[Collected data entries]
::::::::

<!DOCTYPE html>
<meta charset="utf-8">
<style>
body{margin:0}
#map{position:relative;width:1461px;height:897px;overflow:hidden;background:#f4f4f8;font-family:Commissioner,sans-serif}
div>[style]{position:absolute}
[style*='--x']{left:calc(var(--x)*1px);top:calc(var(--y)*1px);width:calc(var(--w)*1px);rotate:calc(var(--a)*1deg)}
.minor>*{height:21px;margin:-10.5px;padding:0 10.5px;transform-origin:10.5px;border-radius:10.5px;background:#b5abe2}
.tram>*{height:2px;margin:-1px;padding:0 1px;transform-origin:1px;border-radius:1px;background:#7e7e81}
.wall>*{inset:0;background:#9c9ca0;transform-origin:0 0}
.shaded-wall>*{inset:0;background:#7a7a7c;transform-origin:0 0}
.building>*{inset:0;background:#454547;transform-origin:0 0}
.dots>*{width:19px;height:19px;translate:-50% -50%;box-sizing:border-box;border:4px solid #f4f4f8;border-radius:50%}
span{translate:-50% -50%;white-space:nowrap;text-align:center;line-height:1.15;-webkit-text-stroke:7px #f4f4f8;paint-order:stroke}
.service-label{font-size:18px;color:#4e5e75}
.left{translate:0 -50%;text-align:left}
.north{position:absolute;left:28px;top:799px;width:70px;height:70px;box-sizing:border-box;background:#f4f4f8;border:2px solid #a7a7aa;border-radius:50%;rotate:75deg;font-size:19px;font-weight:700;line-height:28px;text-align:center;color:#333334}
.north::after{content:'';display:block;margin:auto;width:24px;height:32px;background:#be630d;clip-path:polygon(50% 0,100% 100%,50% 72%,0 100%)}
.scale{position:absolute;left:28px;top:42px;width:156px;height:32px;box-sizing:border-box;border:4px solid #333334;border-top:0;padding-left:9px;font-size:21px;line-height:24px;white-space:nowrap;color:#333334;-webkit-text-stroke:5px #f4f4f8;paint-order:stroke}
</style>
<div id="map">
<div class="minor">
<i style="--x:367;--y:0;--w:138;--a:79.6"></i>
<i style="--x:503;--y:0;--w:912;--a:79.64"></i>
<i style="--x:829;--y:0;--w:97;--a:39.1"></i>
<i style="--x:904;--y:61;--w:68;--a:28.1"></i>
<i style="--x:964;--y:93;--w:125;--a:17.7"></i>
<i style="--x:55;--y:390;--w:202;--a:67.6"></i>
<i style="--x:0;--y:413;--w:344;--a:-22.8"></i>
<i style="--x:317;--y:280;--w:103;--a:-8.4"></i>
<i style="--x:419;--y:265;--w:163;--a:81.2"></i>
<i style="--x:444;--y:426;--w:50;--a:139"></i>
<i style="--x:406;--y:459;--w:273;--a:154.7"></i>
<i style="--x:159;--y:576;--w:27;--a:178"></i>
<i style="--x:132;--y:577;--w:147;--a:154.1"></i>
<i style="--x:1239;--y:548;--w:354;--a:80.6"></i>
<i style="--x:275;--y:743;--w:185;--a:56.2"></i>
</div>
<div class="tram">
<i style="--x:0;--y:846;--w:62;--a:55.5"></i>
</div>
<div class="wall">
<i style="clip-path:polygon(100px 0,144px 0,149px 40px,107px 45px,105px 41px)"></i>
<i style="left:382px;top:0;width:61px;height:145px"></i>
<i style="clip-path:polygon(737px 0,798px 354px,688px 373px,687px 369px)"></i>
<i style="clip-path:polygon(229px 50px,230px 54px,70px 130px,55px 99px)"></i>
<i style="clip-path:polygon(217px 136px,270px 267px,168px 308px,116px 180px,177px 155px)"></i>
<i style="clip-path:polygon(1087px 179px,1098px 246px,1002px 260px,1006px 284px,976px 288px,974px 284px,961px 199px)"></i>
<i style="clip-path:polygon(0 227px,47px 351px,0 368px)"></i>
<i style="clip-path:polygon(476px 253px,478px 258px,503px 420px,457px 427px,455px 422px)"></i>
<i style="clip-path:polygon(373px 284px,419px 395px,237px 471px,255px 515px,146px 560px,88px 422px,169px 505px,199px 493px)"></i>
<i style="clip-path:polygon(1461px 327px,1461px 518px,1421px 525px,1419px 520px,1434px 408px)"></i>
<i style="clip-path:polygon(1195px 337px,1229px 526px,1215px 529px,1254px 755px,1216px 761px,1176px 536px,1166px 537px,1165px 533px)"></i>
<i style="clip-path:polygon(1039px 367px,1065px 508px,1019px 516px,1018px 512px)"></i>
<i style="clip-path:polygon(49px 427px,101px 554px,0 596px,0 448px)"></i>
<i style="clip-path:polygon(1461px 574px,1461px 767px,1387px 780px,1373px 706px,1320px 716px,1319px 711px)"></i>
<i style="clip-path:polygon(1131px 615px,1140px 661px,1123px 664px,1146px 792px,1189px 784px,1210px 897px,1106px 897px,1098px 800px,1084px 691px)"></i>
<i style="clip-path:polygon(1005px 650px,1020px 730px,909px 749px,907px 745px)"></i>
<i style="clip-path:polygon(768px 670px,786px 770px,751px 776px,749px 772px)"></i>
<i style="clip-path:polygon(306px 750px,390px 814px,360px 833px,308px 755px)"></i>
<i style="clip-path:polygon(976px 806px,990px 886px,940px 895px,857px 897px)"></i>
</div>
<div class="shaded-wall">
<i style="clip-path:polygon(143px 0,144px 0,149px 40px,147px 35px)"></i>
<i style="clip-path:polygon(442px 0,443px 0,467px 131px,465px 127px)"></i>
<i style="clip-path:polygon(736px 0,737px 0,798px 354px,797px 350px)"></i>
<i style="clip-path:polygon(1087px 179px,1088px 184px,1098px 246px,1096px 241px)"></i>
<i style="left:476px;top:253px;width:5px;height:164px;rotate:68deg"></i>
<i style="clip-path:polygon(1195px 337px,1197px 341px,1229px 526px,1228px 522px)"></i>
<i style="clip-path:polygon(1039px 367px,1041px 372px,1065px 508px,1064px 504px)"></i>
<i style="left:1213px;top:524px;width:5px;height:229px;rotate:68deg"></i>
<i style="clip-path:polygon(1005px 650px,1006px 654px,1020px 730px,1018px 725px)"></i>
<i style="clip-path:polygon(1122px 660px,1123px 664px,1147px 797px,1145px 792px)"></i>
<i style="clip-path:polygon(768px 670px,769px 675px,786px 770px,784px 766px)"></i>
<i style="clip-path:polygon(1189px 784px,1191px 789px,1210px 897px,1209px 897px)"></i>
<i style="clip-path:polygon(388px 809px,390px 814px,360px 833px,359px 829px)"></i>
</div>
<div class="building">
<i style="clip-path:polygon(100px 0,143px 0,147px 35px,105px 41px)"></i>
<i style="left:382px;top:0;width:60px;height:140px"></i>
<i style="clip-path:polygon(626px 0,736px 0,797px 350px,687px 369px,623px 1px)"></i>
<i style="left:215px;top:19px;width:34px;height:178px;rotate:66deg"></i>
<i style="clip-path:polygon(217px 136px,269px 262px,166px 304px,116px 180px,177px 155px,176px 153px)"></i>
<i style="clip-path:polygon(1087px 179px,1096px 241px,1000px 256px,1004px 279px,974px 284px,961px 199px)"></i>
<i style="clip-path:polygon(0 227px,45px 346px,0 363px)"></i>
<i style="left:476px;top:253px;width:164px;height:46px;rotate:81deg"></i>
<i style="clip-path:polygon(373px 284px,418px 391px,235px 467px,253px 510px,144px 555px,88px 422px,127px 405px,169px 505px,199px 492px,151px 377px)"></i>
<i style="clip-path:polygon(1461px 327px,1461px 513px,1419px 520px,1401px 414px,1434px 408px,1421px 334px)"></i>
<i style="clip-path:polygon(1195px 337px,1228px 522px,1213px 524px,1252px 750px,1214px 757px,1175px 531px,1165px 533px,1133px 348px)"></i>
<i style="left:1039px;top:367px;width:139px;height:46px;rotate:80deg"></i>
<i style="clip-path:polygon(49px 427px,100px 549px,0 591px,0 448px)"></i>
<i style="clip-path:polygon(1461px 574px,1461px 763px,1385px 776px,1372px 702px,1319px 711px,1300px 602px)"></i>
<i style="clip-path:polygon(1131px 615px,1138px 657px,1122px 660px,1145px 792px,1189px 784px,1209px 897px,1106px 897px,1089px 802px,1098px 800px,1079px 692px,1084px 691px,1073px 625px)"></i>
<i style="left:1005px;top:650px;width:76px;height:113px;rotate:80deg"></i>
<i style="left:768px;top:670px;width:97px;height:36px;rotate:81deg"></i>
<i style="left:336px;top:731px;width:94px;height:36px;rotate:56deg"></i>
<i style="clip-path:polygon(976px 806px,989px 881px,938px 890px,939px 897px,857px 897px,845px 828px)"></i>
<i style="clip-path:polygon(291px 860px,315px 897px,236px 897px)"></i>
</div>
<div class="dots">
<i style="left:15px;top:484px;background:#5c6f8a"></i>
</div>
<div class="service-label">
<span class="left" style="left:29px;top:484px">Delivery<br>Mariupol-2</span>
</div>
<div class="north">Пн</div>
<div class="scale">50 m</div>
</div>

::::::::

*Your instructions:* Whichever lines of the data include the word "inset", pull them out.

*Response:*
.wall>*{inset:0;background:#9c9ca0;transform-origin:0 0}
.shaded-wall>*{inset:0;background:#7a7a7c;transform-origin:0 0}
.building>*{inset:0;background:#454547;transform-origin:0 0}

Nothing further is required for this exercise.